## How to complete this task
Return every line of the entries that includes the word "Sarmiento".

[Records from a data source]

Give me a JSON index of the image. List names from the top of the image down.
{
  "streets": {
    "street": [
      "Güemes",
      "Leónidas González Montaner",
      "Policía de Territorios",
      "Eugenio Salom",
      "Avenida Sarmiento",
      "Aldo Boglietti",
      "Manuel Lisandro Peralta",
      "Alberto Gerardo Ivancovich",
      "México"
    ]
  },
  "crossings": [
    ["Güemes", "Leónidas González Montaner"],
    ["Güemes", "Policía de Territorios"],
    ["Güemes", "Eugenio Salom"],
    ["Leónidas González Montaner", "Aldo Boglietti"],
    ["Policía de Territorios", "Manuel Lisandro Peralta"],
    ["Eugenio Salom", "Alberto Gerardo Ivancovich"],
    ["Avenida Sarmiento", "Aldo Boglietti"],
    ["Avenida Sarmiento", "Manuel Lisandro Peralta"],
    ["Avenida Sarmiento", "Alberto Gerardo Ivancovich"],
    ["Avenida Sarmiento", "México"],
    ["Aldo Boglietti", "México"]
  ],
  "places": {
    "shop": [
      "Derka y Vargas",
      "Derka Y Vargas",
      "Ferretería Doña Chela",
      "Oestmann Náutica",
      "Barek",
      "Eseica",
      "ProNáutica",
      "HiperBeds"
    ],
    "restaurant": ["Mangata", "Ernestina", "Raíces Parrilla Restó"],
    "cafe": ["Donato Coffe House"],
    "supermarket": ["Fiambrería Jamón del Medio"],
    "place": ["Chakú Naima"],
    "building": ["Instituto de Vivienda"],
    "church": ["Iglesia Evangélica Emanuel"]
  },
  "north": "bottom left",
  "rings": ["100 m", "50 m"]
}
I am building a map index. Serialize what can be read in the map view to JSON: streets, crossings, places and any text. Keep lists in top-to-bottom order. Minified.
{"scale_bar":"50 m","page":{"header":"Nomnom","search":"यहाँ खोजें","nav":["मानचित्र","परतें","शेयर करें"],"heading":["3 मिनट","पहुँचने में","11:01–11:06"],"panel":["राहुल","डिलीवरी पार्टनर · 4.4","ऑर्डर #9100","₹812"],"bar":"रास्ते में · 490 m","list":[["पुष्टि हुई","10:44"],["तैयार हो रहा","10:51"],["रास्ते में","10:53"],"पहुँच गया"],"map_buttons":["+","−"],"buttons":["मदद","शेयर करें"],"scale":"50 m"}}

## Written response
      "Avenida Sarmiento",
    ["Avenida Sarmiento", "Aldo Boglietti"],
    ["Avenida Sarmiento", "Manuel Lisandro Peralta"],
    ["Avenida Sarmiento", "Alberto Gerardo Ivancovich"],
    ["Avenida Sarmiento", "México"],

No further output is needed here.